Pattensen

Die Kuhstreichelmelkmaschine

pattensen. Große Pause an der Ernst-Reuter-Schule in Pattensen. Der zehnjährige Benny isst sein Butterbrot, trinkt Tee aus einer Thermoskanne, fummelt in seinem Tornister, stochert mit einem Zweig in einem Beet herum. Neben ihm sitzt seine beste Freundin, lacht mit ihm, spricht mit ihm, piekt ihn in die Seite. Sie heißt Friederike und ist 47 Jahre älter als er.. Benjamin – Benny, wie alle sagen – leitet unter dem Asperger Syndrom, dem "unsichtbaren Autismus", wie die Krankheit auch genannt wird. Er hat das gesetzliche Recht auf eine Schulbegleitung. Das ist von der ersten Klasse an Friederike Seeger. "Das erste halbe Jahr haben wir nur damit verbracht, uns aneinander zu gewöhnen", erzählt die Diplom-Pädagogin lachend.
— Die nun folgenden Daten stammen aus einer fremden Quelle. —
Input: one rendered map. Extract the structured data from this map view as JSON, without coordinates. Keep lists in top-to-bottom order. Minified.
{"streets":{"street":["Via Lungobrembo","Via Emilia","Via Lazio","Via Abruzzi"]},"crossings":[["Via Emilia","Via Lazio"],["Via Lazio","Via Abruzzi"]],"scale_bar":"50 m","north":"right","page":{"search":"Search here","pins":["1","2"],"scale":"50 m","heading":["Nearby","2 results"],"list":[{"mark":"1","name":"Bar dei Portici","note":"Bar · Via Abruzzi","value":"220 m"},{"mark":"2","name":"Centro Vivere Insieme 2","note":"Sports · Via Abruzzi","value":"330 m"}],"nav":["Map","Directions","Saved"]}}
Die Krankheit hatte ihn damals voll im Griff, auf der Arnumer Wäldchenschule im Klassenverband mit 24 Mitschülern ist er überhaupt nicht klargekommen. "Der Schulwechsel auf eine Förderschule im hannoverschen Stephansstift hat alles verändert. Dort stimmten einfach die Vorraussetzungen für Benny", sagt Seeger, "da waren nur zehn Schüler pro Klasse, und er ist total aufgeblüht." Inzwischen ist Benny zu einem echten Computer-Freak geworden. "Ich will später eine Computerfirma aufmachen und der reichste Mensch der Welt werden", sagt er überzeugt. Seeger lacht. "So, wie ich in kenne, schafft er das auch", meint sie.

Wie fühlt sich das denn für Benny an, in der Schule, wenn seine Begleitung immer dabei ist? Benny überlegt. "Wenn ich in Not bin, ist da eine, die tritt für mich ein.", sagt er dann. Das stimmt wohl. Seeger nimmt kein Blatt vor den Mund, wenn es um das Thema Inklusion geht. Niemand darf wegen seines Handicaps ausgeschlossen werden, so lautet einer der Inklusionsgrundsätze. Aber: "Dieses Prinzip des ‚Alle-müssen-gleich-seins‘, das geht gar nicht", sagt sie. Benny hat nun mal seine Eigenheiten. In diesem Zusammenhang lobt sie die Pädagogen der Ernst-Reuter-Schule. "Unsere Zusammenarbeit klappt perfekt", sagt sie, "die Lehrer sind toll mit Benny." Seeger hat keinerlei Zweifel, dass der stupsnasige, strubbelhaarige Knirps den Realschulabschluss schaffen wird. "Er ist in vielen Bereichen derartig bewandert, dass ich nur staunen kann", erzählt sie. Im Moment schreibt er ein Buch, mit dem Titel: "Mein Waldhaus". Benny baut darin eine Fantasiewelt. Er schreibt über Ziegen, deren Wolle zu Teppichen verwoben wird, "mit goldenem Feenstaub", kräht der Autor. Er schreibt über die von ihm erfundene ‚Kuhstreichelmelkmaschine‘, "dadurch geben sie natürlich mehr Milch", ruft der Erfinder kichernd dazwischen. Dass es Benny Ernst ist mit seiner Kuhstreichelmelkmaschine, können ab sofort die Lehrer in der "Jugend-Forscht" AG der KGS feststellen: Mit den ersten Plänen hat er soeben begonnen.

"Durch Benny lerne ich gerade, zu lernen", sagt Seeger leise. Und, kommt der junge Maschinen- und Geschichtenerfinder denn inzwischen gut klar mit seiner Krankheit? "Welche Krankheit?" erwidert Benny grinsend.